---------- PROVIDED MATERIAL ----------
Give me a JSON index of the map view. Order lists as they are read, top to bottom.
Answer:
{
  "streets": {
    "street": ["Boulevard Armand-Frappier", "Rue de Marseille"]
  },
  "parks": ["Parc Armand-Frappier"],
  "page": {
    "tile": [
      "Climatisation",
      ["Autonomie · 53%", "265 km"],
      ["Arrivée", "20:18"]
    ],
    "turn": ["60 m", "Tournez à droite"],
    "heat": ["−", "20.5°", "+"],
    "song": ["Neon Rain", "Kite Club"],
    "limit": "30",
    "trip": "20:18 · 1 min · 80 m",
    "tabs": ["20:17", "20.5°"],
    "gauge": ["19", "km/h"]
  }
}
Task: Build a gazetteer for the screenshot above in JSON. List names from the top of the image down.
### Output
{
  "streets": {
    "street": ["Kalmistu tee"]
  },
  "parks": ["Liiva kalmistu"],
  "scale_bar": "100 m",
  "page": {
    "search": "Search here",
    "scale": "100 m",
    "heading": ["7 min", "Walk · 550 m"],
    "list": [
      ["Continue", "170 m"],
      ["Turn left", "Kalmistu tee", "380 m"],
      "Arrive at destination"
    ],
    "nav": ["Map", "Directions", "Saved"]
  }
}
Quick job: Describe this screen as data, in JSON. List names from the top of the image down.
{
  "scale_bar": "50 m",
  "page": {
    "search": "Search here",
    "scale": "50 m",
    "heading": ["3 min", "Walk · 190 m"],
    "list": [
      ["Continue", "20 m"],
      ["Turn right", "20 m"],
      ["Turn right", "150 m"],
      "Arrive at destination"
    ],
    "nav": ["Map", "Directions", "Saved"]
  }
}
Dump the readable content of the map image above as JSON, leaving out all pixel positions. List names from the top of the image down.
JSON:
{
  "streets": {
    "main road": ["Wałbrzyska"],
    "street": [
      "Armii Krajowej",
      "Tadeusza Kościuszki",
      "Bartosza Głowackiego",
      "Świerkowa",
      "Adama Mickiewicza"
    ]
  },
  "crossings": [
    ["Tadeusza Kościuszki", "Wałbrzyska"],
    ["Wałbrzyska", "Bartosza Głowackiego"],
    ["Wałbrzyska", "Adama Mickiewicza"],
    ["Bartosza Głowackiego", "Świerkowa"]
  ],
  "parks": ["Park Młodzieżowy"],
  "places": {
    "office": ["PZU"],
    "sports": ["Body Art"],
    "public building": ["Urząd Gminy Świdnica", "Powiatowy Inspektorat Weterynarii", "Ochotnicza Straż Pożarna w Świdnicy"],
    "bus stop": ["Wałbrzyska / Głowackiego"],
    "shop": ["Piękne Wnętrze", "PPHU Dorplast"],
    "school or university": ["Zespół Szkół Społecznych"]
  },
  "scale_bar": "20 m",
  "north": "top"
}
----------
GOAL OF THE EXERCISE. All lines of the material that contain the word "above" should be listed.

TASK RESULT.
Task: Build a gazetteer for the screenshot above in JSON. List names from the top of the image down.
Dump the readable content of the map image above as JSON, leaving out all pixel positions. List names from the top of the image down.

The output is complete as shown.